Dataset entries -
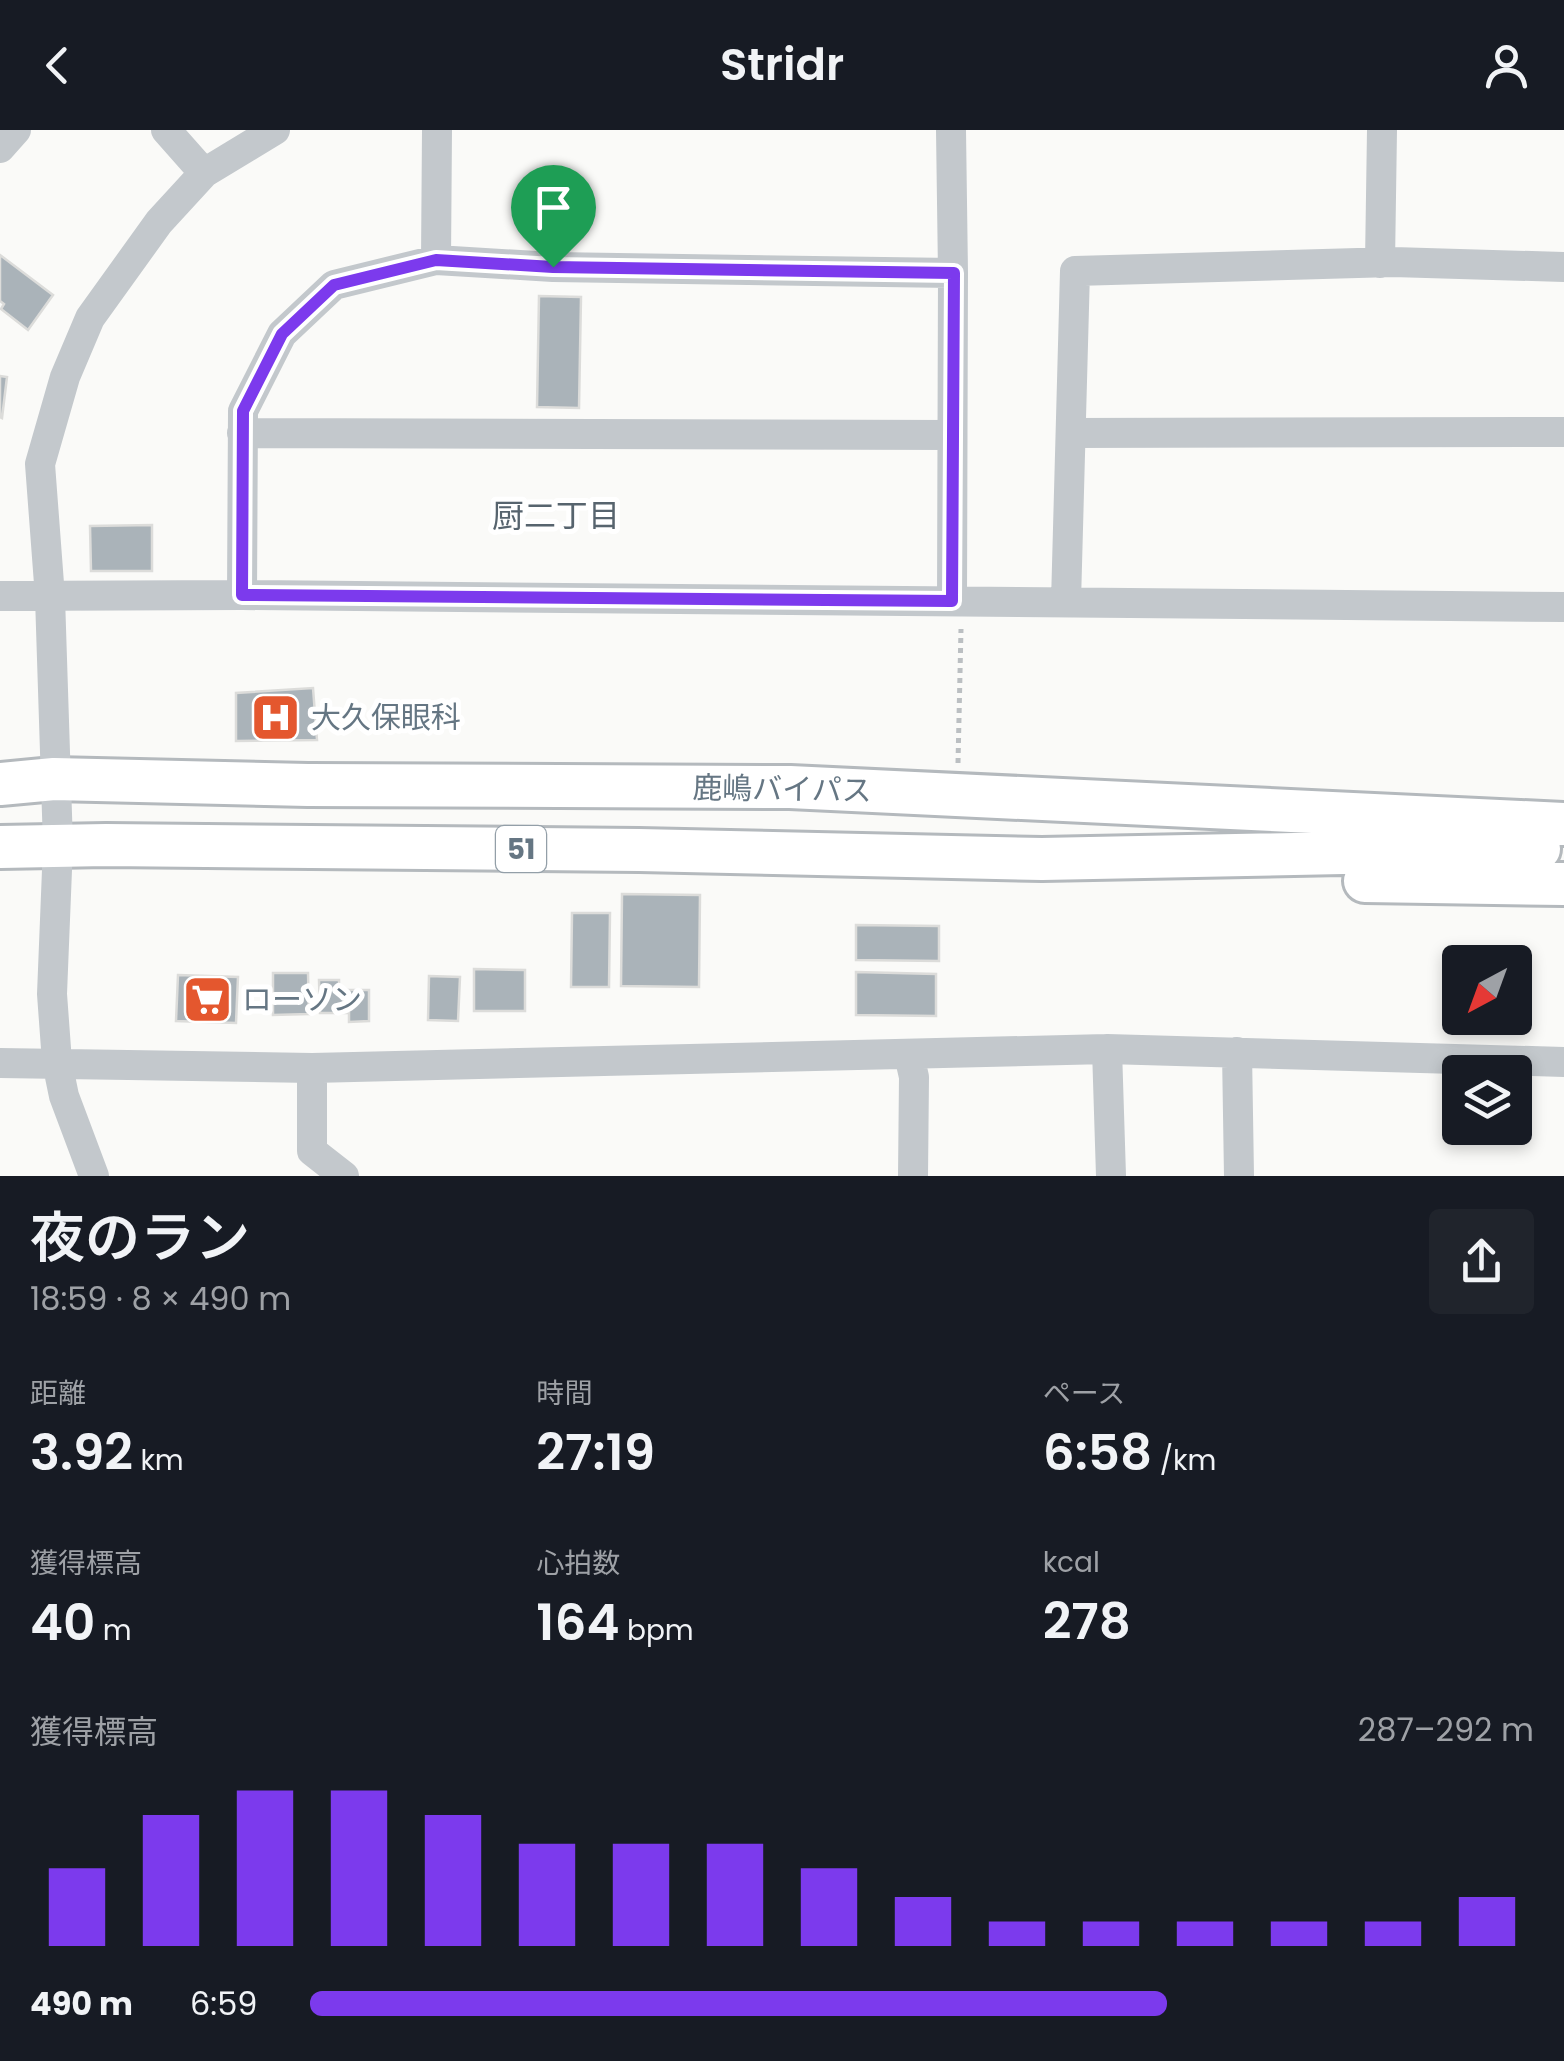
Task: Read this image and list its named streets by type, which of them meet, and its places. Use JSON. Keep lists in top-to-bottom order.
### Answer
{
  "streets": {
    "highway": ["鹿嶋バイパス", "51"]
  },
  "crossings": [
    ["鹿嶋バイパス", "51"]
  ],
  "districts": ["厨二丁目"],
  "places": {
    "hospital": ["大久保眼科"],
    "supermarket": ["ローソン"]
  },
  "north": "bottom left",
  "page": {
    "header": "Stridr",
    "heading": ["夜のラン", "18:59 · 8 × 490 m"],
    "stats": [
      ["距離", "3.92 km"],
      ["時間", "27:19"],
      ["ペース", "6:58 /km"],
      ["獲得標高", "40 m"],
      ["心拍数", "164 bpm"],
      ["kcal", "278"]
    ],
    "chart": ["獲得標高", "287–292 m"],
    "list": [
      {
        "name": "490 m",
        "note": "6:59"
      }
    ]
  }
}
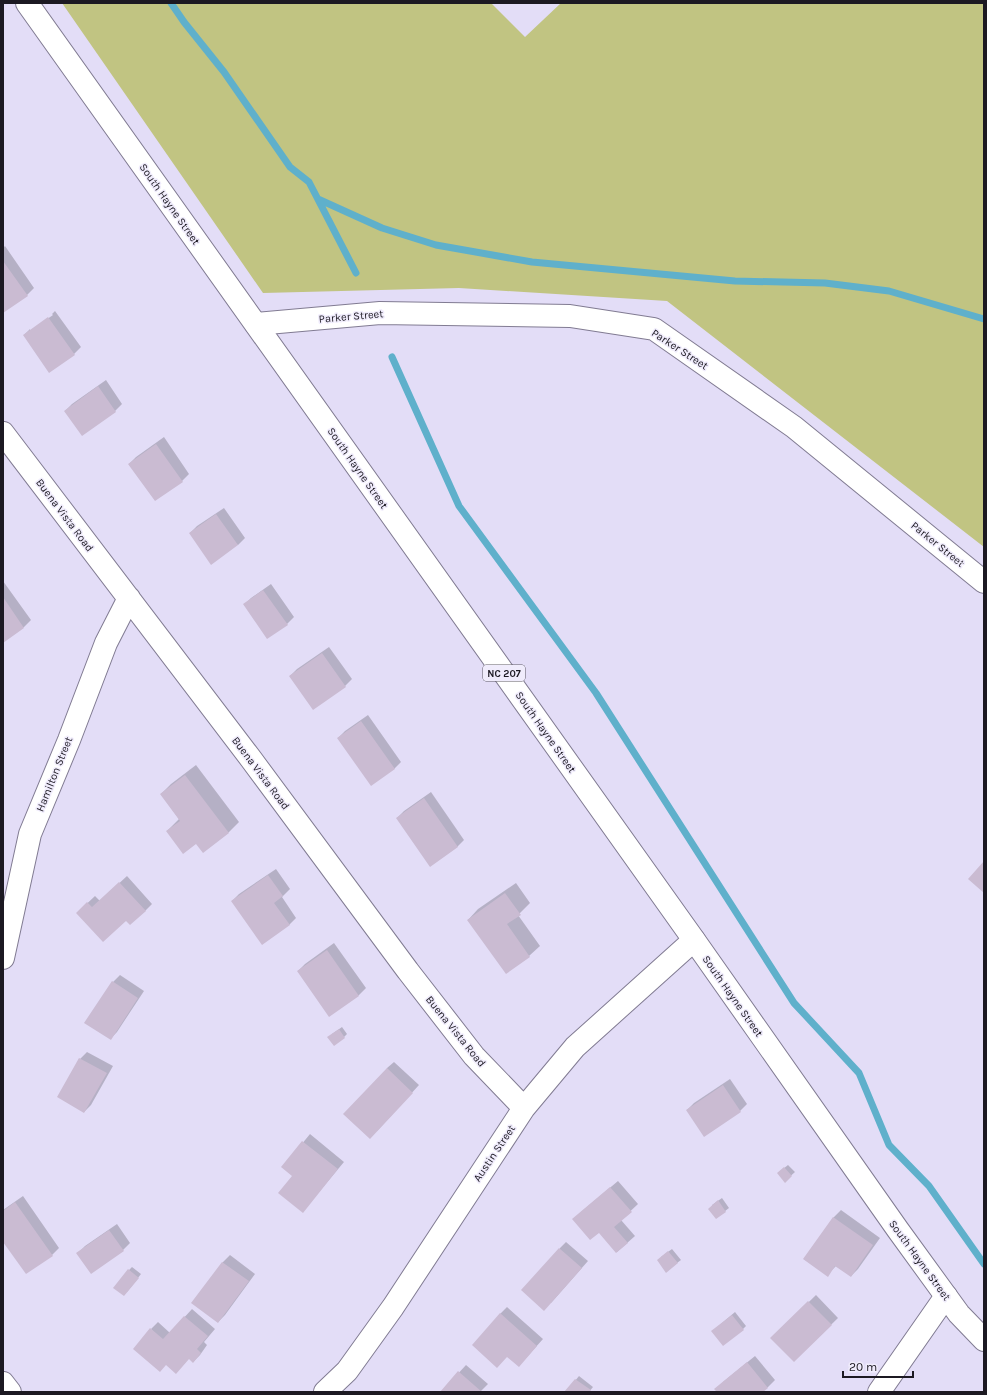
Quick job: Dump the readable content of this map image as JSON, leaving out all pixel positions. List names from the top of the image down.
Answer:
{
  "streets": {
    "street": [
      "South Hayne Street",
      "Parker Street",
      "Buena Vista Road",
      "NC 207",
      "Hamilton Street",
      "Austin Street"
    ]
  },
  "crossings": [
    ["South Hayne Street", "Parker Street"],
    ["South Hayne Street", "Austin Street"],
    ["Buena Vista Road", "Hamilton Street"],
    ["Buena Vista Road", "Austin Street"]
  ],
  "scale_bar": "20 m"
}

Task to complete - Write every line above out again exactly; pictures do not belong in the copy.

Output for this exercise -
Task: Read this image and list its named streets by type, which of them meet, and its places. Use JSON. Keep lists in top-to-bottom order.
### Answer
{
  "streets": {
    "highway": ["鹿嶋バイパス", "51"]
  },
  "crossings": [
    ["鹿嶋バイパス", "51"]
  ],
  "districts": ["厨二丁目"],
  "places": {
    "hospital": ["大久保眼科"],
    "supermarket": ["ローソン"]
  },
  "north": "bottom left",
  "page": {
    "header": "Stridr",
    "heading": ["夜のラン", "18:59 · 8 × 490 m"],
    "stats": [
      ["距離", "3.92 km"],
      ["時間", "27:19"],
      ["ペース", "6:58 /km"],
      ["獲得標高", "40 m"],
      ["心拍数", "164 bpm"],
      ["kcal", "278"]
    ],
    "chart": ["獲得標高", "287–292 m"],
    "list": [
      {
        "name": "490 m",
        "note": "6:59"
      }
    ]
  }
}
Quick job: Dump the readable content of this map image as JSON, leaving out all pixel positions. List names from the top of the image down.
Answer:
{
  "streets": {
    "street": [
      "South Hayne Street",
      "Parker Street",
      "Buena Vista Road",
      "NC 207",
      "Hamilton Street",
      "Austin Street"
    ]
  },
  "crossings": [
    ["South Hayne Street", "Parker Street"],
    ["South Hayne Street", "Austin Street"],
    ["Buena Vista Road", "Hamilton Street"],
    ["Buena Vista Road", "Austin Street"]
  ],
  "scale_bar": "20 m"
}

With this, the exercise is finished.